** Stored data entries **
- - - -

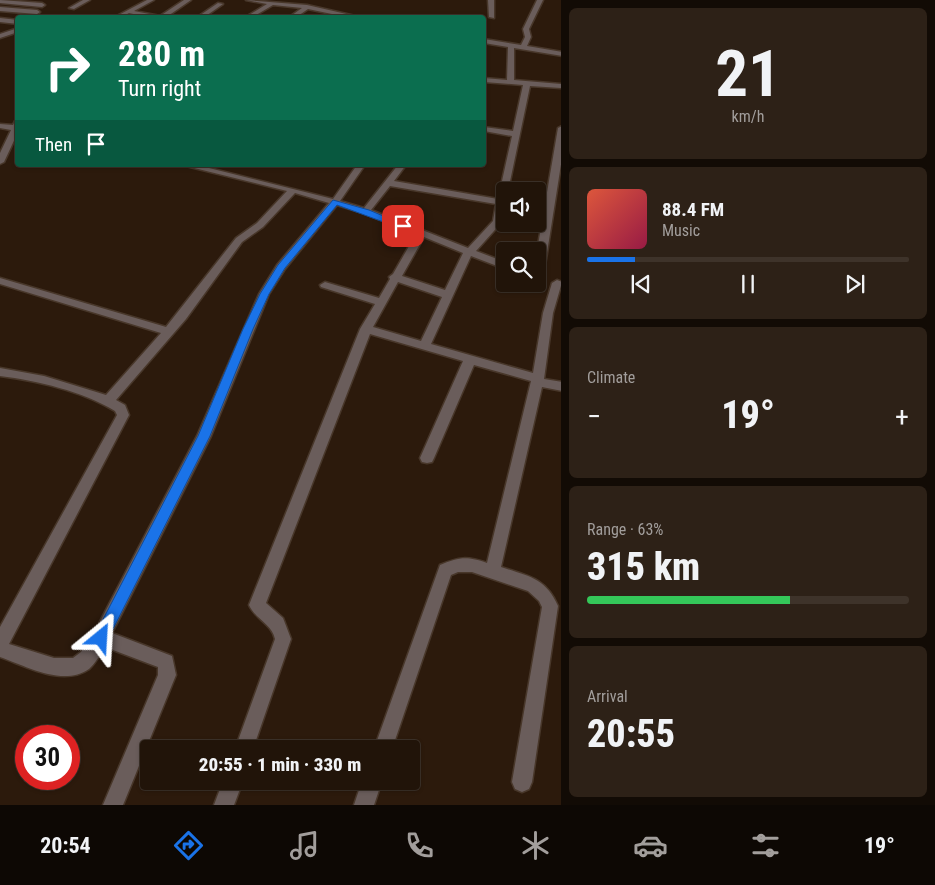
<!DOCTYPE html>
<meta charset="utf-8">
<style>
:root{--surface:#211409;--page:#2d2117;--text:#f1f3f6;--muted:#a29e9c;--line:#3e332a;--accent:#1a73e8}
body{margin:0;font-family:"Roboto Condensed",sans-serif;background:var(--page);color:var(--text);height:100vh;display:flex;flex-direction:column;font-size:19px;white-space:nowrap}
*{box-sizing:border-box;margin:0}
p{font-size:16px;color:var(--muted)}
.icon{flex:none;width:28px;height:28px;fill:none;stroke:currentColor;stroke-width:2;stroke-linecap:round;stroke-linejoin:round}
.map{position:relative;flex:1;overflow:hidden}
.sheet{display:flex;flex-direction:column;gap:8px;padding:8px;background:#120b05;width:374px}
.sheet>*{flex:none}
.guide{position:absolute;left:15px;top:15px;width:471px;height:152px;border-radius:5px;box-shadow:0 1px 4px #0004,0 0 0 1px var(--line);background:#0b6e4f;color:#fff;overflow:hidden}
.fabs{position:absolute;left:496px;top:182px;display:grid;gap:10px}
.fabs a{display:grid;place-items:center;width:50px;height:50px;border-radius:5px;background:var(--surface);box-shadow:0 1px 4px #0004,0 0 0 1px var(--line);font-size:25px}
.speed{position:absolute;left:15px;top:725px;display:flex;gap:10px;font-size:25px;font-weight:700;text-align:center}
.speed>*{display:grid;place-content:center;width:65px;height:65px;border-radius:50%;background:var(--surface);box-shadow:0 1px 4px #0004,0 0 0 1px var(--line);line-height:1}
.speed .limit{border:8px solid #d22;background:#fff;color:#111}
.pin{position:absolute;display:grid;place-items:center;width:42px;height:42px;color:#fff;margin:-21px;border-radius:10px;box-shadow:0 2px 8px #0006}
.me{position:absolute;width:55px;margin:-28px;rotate:27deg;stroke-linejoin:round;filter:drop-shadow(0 0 4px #0008)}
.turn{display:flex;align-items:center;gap:18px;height:105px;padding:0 20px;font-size:22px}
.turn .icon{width:65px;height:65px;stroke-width:2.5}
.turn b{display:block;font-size:35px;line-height:42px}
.then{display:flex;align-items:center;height:48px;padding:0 20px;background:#0003;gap:10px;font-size:19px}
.big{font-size:38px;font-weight:800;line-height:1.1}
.sheet .tile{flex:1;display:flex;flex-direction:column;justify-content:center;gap:8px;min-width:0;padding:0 18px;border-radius:8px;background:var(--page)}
.sheet .dial{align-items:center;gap:0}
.dial b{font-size:65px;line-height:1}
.song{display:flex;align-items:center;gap:15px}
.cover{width:60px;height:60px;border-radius:8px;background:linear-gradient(135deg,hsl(10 70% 55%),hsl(340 70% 35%))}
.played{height:5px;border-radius:2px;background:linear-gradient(90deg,var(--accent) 15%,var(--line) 15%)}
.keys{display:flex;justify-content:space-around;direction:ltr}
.heat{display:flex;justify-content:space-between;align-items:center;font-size:28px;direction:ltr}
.charge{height:8px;border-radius:4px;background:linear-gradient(90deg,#34c759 63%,var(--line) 0)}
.trip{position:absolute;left:140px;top:740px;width:280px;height:50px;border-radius:5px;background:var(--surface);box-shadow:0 1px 4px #0004,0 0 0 1px var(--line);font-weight:800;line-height:50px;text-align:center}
.tab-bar{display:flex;height:80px;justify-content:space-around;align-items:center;background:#0d0804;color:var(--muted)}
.tab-bar .icon{width:35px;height:35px}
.tab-bar .on{color:var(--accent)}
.tab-bar b{font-size:22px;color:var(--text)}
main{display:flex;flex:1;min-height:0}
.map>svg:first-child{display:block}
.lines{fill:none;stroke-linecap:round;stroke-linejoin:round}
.minor-casing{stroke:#48372a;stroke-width:3}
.minor{fill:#6a5d5b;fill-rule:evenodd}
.route{fill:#1a73e8;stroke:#114b97}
</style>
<main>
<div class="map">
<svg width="562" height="805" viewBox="0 0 562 805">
<rect width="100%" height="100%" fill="#2c1a0c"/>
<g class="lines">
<defs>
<g id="minor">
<polygon points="0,0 42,3 45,5 42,7 0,3"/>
<polygon points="83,0 90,0 74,9 69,8"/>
<polygon points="147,0 154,0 134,11 160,16 184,0 191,0 165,18 151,18 129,13 120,18 113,18"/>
<polygon points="246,0 307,5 364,18 351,18 308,9 295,18 288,18 302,8 273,5 251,18 244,18 267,4"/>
<polygon points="488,0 494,0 494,18 489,17"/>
<path d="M 537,0 L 543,0 L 529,29 L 531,37 L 527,46 L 562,52 L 562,56 L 514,48 L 514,80 L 562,84 L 562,88 L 530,86 L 508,191 L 505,191 L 505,206 L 502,222 L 476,251 L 505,262 L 505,269 L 471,256 L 431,344 L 533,373 L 543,313 L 552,283 L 557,280 L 562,282 L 553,313 L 544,379 L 562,382 L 562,391 L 542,387 L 501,567 C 528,576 546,578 558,606 L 532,782 L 529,789 L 522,792 L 515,789 L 512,782 L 542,607 L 539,601 L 528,591 L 472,572 L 458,572 L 451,575 L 392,749 L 374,749 L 440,565 C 459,557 467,556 487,563 L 531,381 L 474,365 L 434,458 L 432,462 L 427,463 L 422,462 L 420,458 L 463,361 L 370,334 L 266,603 L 283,618 L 291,639 L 253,749 L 235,749 L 275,639 C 272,624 255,619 249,605 L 360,329 L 375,304 L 321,287 L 320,285 L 325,282 L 379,298 L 390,279 L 389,277 L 393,274 L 416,234 L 363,213 L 337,205 L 285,269 L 269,294 L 211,436 L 112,633 L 172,656 L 176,675 L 123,805 L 103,805 L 158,675 L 158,667 L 105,647 C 100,654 96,663 89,669 C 63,687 26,666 0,657 L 0,627 L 117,415 L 115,411 C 82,391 38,381 0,376 L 0,368 L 44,376 L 106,395 L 161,333 L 0,284 L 0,278 L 166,327 L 236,238 L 257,223 L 287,191 L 182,165 L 197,165 L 333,199 L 357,165 L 365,165 L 340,201 L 364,208 L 398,165 L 406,165 L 394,181 L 498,199 L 512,136 L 484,131 L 484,127 L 513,131 L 523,85 L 484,82 L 484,78 L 507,80 L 508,47 L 484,43 L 484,39 L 521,45 L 525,37 L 523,29 ZM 390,186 L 496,204 L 493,221 L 468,248 L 371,210 ZM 295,193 L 329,203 L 277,265 L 259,294 L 197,436 L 94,633 L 81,652 L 73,658 L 54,658 L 9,644 L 129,415 L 125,405 L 116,400 L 186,319 L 242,242 L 263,227 ZM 424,237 L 463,253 L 445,290 L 402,276 ZM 398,282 L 442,297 L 421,341 L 373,327 Z"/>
<polygon points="218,3 223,4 203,18 196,18"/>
<polygon points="0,7 37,10 40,12 37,14 0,11"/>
<polygon points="0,18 18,20 18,24 0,22"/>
<polygon points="18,28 18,32 0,38 0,34"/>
<polygon points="15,121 18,121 18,132 4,162 0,164 0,153 11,130 0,128 0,124 13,125"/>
<polygon points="562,126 562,158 543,278 538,281 537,251 558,128"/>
<polygon points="223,781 243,781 234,805 214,805"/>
<polygon points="362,781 382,781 374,805 354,805"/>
</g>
</defs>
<use href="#minor" class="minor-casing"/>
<use href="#minor" class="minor"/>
</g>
<polygon class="route" points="333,200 369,210 407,226 400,228 337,205 285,268 269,294 253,329 210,436 106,643 101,646 96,643 93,638 96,633 198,436 243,329 260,294 278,265"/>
</svg>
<div class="fabs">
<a><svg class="icon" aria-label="sound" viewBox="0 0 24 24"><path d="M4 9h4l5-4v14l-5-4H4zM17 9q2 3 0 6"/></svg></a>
<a><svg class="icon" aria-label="search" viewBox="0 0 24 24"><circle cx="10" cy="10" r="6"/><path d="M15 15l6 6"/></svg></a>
</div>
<div class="speed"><div class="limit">30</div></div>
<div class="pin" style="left:403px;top:226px;background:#d93025"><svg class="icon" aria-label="arrive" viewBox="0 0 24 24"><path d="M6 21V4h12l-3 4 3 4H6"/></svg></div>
<svg class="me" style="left:101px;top:638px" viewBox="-20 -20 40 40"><path d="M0-17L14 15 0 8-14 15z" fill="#1a73e8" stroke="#fff" stroke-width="4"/></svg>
<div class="trip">20:55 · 1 min · 330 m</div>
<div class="guide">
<div class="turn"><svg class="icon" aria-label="right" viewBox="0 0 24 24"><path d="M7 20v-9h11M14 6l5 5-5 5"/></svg><div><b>280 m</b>Turn right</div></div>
<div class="then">Then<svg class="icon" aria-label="arrive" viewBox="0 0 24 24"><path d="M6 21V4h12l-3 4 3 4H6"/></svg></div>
</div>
</div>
<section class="sheet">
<div class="tile dial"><b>21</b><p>km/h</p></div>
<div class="tile">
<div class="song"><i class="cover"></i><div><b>88.4 FM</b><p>Music</p></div></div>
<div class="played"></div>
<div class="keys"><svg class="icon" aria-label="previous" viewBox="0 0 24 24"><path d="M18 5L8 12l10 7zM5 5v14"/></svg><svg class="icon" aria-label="pause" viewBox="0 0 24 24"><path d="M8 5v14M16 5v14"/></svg><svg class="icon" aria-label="next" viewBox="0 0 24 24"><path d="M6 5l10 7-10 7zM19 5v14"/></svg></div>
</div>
<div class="tile"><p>Climate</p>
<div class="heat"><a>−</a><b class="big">19°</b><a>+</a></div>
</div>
<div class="tile"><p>Range · 63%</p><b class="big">315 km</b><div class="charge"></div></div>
<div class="tile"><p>Arrival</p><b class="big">20:55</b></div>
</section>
</main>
<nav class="tab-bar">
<b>20:54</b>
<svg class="icon on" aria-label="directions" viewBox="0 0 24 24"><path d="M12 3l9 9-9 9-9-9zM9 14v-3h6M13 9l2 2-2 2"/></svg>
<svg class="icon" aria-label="music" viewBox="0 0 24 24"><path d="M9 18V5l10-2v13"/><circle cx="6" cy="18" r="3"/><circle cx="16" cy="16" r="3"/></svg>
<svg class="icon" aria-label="phone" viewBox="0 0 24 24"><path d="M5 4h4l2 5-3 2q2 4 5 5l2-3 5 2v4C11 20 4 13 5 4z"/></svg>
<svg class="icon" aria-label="climate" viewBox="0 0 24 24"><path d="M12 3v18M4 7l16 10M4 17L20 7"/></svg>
<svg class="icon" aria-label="car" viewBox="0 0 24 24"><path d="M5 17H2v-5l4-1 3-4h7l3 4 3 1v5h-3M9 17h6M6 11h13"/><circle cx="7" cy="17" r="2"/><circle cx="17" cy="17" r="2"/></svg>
<svg class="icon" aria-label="filters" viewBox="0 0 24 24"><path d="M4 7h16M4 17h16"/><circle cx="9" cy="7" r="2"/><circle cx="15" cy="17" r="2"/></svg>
<b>19°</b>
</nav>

- - - -

** EXERCISE OBJECTIVE **
Give back, word for word, only the lines from the one containing "<b>20:54</b>" through the closing line of the entries.

** WRITTEN ANSWER **
<b>20:54</b>
<svg class="icon on" aria-label="directions" viewBox="0 0 24 24"><path d="M12 3l9 9-9 9-9-9zM9 14v-3h6M13 9l2 2-2 2"/></svg>
<svg class="icon" aria-label="music" viewBox="0 0 24 24"><path d="M9 18V5l10-2v13"/><circle cx="6" cy="18" r="3"/><circle cx="16" cy="16" r="3"/></svg>
<svg class="icon" aria-label="phone" viewBox="0 0 24 24"><path d="M5 4h4l2 5-3 2q2 4 5 5l2-3 5 2v4C11 20 4 13 5 4z"/></svg>
<svg class="icon" aria-label="climate" viewBox="0 0 24 24"><path d="M12 3v18M4 7l16 10M4 17L20 7"/></svg>
<svg class="icon" aria-label="car" viewBox="0 0 24 24"><path d="M5 17H2v-5l4-1 3-4h7l3 4 3 1v5h-3M9 17h6M6 11h13"/><circle cx="7" cy="17" r="2"/><circle cx="17" cy="17" r="2"/></svg>
<svg class="icon" aria-label="filters" viewBox="0 0 24 24"><path d="M4 7h16M4 17h16"/><circle cx="9" cy="7" r="2"/><circle cx="15" cy="17" r="2"/></svg>
<b>19°</b>
</nav>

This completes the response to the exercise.